The interest on tax scheme basically means the Tax Inspector charging interest on tax if the issuing of a tax assessment with an amount to be paid by the taxpayer is delayed due to actions on the part of the taxpayer. Conversely, the Tax Inspector reimburses interest on tax if they take too long to determine a refund. The interest on tax scheme is therefore based on the so-called notion of default (verzuimgedachte).

The basic principle for return-based taxes is that the Tax Inspector makes a (provisional) assessment with an amount to be paid within eight weeks after a request to that effect has been submitted, or within thirteen weeks after a tax return has been filed. Taking into account a payment term of six weeks, calculation of interest on tax then ends after fourteen or nineteen weeks, provided that the (provisional) assessment is made in accordance with the request or the tax return.

In income tax and corporate income tax, however, interest calculation always starts six months after the end of the (financial) year. What’s more, no interest will be charged if a provisional assessment is based on a request received before the first day of the fifth month after the end of the tax period or if a tax return has been filed within the regular term. Once again, this is subject to the condition that the provisional assessment is made in accordance with the tax return.

Rate of interest on tax

The rate of interest on tax was initially intended to be in line with the statutory interest rate on non commercial transactions for all types of tax. However, in 2014 the legislator already decided to differentiate between corporate income tax and other taxes, as the estimated budgetary revenue from the scheme was not being achieved. From then on, the statutory interest rate on commercial transactions with a minimum of 8% applied to corporate income tax, while the statutory interest rate on non-commercial transactions with a minimum of 4% was used for other taxes.

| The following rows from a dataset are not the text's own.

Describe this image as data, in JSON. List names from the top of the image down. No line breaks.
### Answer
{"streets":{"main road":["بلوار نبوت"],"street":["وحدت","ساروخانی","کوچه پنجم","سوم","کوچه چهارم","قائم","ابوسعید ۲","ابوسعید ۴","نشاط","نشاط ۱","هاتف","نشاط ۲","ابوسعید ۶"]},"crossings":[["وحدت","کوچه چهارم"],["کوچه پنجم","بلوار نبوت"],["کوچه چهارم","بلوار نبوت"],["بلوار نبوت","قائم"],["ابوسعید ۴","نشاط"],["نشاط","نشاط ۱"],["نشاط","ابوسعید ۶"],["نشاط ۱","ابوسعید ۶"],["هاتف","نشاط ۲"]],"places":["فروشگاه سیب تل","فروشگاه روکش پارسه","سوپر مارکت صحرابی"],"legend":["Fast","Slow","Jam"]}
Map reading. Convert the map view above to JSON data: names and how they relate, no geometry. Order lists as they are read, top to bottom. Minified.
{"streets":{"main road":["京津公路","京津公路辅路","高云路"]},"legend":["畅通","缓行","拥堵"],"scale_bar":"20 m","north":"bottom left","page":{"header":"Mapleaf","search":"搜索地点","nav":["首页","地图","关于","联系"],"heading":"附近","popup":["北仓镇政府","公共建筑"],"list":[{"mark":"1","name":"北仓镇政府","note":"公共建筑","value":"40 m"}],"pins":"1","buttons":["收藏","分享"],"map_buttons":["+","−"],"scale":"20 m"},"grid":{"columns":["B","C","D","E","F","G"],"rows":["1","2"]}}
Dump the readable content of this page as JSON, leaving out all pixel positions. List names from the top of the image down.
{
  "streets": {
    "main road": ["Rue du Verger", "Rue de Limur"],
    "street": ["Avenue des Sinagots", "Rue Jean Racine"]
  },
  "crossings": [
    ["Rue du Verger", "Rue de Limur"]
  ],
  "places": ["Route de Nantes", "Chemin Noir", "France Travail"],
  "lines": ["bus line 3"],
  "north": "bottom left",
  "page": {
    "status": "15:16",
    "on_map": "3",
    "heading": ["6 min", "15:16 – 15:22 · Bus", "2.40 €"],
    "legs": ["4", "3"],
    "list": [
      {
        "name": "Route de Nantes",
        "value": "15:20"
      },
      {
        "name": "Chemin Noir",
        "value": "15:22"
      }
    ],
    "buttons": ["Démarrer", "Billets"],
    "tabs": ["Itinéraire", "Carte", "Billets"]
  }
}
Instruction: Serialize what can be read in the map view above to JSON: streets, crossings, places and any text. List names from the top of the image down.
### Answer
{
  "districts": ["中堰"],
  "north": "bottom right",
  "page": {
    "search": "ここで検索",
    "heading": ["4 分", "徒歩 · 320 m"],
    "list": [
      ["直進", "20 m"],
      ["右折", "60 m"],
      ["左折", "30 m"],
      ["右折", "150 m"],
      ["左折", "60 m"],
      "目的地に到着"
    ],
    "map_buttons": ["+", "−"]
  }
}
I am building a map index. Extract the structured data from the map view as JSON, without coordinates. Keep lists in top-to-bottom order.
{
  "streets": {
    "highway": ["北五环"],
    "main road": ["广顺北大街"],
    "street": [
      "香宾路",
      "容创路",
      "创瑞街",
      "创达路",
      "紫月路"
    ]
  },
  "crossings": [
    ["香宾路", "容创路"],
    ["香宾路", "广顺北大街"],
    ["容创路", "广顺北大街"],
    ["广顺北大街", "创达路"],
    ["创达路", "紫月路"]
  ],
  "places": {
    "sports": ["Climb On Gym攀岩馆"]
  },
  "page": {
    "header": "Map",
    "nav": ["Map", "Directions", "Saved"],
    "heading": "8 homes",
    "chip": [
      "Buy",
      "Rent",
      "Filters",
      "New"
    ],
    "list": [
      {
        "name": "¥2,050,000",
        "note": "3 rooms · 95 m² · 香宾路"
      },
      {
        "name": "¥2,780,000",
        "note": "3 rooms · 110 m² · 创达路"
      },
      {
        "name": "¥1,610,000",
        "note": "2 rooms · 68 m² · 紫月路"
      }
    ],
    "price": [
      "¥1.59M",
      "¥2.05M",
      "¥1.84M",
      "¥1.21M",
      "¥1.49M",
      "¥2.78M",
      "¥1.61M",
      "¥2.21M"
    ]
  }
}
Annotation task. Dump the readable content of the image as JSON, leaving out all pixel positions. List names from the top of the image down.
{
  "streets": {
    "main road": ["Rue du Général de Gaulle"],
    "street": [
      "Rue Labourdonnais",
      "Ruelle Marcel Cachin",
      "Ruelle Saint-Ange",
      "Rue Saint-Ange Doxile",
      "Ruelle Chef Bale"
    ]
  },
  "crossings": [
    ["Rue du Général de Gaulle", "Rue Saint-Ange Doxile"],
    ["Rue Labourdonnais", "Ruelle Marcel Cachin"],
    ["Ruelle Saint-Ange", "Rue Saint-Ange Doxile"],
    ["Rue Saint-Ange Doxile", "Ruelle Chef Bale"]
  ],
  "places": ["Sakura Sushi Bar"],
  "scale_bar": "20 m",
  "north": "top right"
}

A temporarily lower interest rate of only 0.01% applied during the corona crisis from June 2020 through 30 September 2020. In order to be able to respond more flexibly to changing circumstances, a decision was made to determine the rates of interest on tax by order in council as of 1 October 2020. In the period from 1 October 2020 through 31 December 2021, this was 4% for all taxes. As from 1 January 2022, the rates of interest on tax reverted to the original levels and a minimum rate of 8% once again applied to corporate income tax and withholding tax.

Since 1 January 2024, the ECB interest rate on main refinancing operations has been taken as a basis, increased by a surcharge. This surcharge was set at 5.5%, which is also the minimum rate for corporate income tax, withholding tax, minimum tax and a number of other taxes. For other levies, a 3% surcharge applies and a minimum rate of 4.5%. On the basis of this calculation, the high interest rate will reach 10% in 2024 and 9% in 2025, while the regular interest rate will be 7.5% (2024) and 6.5% (2025).

Court of North Netherlands judgment

On 7 November 2024, however, the Court of North Netherlands ruled that the distinction made (once again) since 1 January 2022 violates the principle of proportionality. In contrast to Acts of Parliament, subordinate legislation - including orders in council - may be tested against general principles of law. To do so, the Court applied an assessment framework developed by the Supreme Court, stating first and foremost that the Court should be cautious in assessing the interests weighed up by the legislature when introducing the regulation. However, the consequences of a regulation that are disadvantageous to taxpayers should not be disproportionate to the goal it is intended to serve. The question to be asked by the Court was whether the legislature could reasonably have arrived at the regulation in question.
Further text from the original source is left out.